Goal of the exercise
Your task is to copy the lines of the data below from the line holding "Annotation task. Serialize" through the line holding "Task: What data does this", inclusive, exactly and with nothing added.
(Records shown begins)
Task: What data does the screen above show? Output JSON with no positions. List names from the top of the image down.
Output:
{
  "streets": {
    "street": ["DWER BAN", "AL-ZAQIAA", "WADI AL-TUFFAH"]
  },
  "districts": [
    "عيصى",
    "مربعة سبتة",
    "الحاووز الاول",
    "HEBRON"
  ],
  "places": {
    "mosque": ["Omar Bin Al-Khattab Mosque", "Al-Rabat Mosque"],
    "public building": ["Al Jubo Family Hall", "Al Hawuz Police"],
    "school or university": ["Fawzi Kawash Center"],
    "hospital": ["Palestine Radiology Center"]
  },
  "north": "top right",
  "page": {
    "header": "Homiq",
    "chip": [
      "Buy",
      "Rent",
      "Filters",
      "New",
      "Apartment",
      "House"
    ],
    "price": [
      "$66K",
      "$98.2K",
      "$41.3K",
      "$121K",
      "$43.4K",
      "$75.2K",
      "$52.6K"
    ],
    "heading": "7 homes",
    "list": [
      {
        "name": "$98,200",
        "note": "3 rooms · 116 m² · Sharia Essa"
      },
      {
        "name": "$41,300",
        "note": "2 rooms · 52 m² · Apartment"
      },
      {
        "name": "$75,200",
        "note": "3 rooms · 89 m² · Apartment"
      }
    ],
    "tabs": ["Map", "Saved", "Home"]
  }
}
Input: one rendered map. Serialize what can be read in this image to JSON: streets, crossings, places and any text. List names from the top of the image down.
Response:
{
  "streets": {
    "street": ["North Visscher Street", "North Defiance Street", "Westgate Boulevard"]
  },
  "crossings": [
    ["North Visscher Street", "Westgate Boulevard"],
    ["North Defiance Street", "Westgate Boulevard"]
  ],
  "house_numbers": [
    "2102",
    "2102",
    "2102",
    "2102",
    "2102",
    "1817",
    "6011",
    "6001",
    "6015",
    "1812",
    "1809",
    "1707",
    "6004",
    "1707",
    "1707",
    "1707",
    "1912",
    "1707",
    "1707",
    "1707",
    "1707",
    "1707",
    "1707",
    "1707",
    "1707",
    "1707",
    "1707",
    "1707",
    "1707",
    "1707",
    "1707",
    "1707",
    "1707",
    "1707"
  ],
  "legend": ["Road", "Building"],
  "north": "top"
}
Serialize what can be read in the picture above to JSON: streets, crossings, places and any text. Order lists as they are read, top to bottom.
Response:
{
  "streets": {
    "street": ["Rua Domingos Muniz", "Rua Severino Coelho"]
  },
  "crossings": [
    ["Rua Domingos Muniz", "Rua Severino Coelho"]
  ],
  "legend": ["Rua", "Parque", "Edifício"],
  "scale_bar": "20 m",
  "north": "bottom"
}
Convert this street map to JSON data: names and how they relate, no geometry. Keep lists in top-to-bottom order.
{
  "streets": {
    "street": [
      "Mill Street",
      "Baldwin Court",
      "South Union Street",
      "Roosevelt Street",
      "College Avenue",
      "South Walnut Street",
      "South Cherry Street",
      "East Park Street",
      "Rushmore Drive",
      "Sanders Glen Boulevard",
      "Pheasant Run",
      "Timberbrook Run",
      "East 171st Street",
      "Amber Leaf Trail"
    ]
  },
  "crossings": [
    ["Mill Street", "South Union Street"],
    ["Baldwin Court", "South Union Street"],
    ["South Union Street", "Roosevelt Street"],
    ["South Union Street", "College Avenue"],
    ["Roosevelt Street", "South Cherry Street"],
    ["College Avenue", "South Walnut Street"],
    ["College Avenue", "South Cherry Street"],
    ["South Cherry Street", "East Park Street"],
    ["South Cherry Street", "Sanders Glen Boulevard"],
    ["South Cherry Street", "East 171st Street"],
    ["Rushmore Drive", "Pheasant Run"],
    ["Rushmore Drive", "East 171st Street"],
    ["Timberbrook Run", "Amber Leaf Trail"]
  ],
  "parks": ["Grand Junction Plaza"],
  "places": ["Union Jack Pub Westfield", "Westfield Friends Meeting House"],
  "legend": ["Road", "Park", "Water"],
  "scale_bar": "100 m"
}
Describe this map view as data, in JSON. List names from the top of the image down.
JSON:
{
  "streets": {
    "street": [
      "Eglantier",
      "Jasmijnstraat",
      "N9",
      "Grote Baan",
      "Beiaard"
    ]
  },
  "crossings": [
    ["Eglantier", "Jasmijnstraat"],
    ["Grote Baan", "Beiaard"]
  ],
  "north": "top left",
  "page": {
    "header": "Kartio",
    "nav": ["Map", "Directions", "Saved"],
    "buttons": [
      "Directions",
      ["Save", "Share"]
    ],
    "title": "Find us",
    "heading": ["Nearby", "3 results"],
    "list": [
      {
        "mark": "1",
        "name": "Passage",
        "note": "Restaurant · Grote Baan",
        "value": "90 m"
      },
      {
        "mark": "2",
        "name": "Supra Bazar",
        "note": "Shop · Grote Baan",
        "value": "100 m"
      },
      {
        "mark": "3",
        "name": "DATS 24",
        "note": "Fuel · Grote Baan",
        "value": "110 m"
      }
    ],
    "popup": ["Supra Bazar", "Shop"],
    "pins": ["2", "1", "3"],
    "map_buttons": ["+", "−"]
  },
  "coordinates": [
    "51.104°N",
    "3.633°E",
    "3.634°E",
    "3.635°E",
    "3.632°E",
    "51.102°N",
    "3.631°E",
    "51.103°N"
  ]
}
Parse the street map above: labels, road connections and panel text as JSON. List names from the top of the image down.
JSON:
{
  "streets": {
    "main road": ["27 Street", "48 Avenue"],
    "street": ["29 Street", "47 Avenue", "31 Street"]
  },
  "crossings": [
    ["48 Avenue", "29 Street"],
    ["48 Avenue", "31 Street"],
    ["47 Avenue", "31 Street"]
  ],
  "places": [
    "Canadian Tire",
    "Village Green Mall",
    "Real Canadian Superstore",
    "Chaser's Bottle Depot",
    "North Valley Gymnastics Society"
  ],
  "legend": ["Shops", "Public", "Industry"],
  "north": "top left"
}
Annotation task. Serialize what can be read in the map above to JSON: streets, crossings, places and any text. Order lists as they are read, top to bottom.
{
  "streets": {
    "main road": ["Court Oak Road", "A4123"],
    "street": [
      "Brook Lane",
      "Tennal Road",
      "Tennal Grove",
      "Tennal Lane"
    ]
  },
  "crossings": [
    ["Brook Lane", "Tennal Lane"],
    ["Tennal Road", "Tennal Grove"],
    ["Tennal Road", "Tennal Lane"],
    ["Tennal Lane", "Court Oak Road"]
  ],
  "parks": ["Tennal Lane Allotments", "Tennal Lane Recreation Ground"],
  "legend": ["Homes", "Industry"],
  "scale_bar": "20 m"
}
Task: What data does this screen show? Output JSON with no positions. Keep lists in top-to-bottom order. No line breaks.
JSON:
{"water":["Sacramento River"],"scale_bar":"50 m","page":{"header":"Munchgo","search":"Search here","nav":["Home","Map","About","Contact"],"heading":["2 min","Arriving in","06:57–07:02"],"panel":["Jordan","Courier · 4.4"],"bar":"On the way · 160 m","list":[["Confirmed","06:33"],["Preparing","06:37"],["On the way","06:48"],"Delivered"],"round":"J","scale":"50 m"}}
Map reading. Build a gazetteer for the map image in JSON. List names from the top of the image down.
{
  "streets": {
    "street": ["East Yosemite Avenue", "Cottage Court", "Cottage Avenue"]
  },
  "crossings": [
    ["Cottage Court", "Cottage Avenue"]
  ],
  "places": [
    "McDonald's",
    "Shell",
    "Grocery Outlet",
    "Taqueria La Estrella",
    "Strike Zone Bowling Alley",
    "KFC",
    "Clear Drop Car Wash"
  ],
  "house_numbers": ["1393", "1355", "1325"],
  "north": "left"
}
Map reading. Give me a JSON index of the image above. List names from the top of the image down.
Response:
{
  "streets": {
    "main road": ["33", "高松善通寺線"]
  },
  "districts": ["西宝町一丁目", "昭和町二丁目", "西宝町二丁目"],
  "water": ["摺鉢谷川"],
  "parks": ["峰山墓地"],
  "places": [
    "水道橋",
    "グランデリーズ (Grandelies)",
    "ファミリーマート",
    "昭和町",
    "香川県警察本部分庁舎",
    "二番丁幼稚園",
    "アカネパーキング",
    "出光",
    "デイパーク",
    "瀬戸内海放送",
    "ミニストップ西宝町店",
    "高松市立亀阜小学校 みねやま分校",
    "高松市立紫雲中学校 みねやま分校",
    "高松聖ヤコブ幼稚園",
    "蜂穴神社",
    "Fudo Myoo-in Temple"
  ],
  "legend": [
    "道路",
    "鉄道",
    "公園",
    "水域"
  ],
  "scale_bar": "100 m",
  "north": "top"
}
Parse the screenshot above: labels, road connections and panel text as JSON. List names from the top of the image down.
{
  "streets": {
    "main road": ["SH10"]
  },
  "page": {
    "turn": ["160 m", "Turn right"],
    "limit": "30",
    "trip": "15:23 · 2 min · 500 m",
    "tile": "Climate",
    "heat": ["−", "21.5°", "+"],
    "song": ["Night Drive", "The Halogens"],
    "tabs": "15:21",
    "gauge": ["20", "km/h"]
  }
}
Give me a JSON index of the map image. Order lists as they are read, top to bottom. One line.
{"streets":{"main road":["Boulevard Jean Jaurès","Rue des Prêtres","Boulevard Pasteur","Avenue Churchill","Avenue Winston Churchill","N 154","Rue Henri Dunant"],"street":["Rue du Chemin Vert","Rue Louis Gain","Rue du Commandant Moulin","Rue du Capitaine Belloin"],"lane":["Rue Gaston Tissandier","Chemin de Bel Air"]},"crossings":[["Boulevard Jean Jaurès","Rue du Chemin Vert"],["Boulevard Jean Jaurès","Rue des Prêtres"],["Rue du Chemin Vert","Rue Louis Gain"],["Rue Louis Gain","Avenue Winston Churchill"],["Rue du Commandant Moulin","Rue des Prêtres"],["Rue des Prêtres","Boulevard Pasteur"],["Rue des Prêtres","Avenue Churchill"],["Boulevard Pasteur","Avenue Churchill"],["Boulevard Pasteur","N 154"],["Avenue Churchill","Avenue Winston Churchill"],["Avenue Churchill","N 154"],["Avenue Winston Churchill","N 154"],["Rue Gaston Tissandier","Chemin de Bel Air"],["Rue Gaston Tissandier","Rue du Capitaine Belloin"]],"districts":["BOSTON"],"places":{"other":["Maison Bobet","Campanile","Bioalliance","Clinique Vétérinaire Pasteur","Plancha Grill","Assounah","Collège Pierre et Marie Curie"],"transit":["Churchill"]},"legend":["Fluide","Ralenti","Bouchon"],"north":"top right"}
(Records shown ends)
Exercise solution
Annotation task. Serialize what can be read in the map above to JSON: streets, crossings, places and any text. Order lists as they are read, top to bottom.
{
  "streets": {
    "main road": ["Court Oak Road", "A4123"],
    "street": [
      "Brook Lane",
      "Tennal Road",
      "Tennal Grove",
      "Tennal Lane"
    ]
  },
  "crossings": [
    ["Brook Lane", "Tennal Lane"],
    ["Tennal Road", "Tennal Grove"],
    ["Tennal Road", "Tennal Lane"],
    ["Tennal Lane", "Court Oak Road"]
  ],
  "parks": ["Tennal Lane Allotments", "Tennal Lane Recreation Ground"],
  "legend": ["Homes", "Industry"],
  "scale_bar": "20 m"
}
Task: What data does this screen show? Output JSON with no positions. Keep lists in top-to-bottom order. No line breaks.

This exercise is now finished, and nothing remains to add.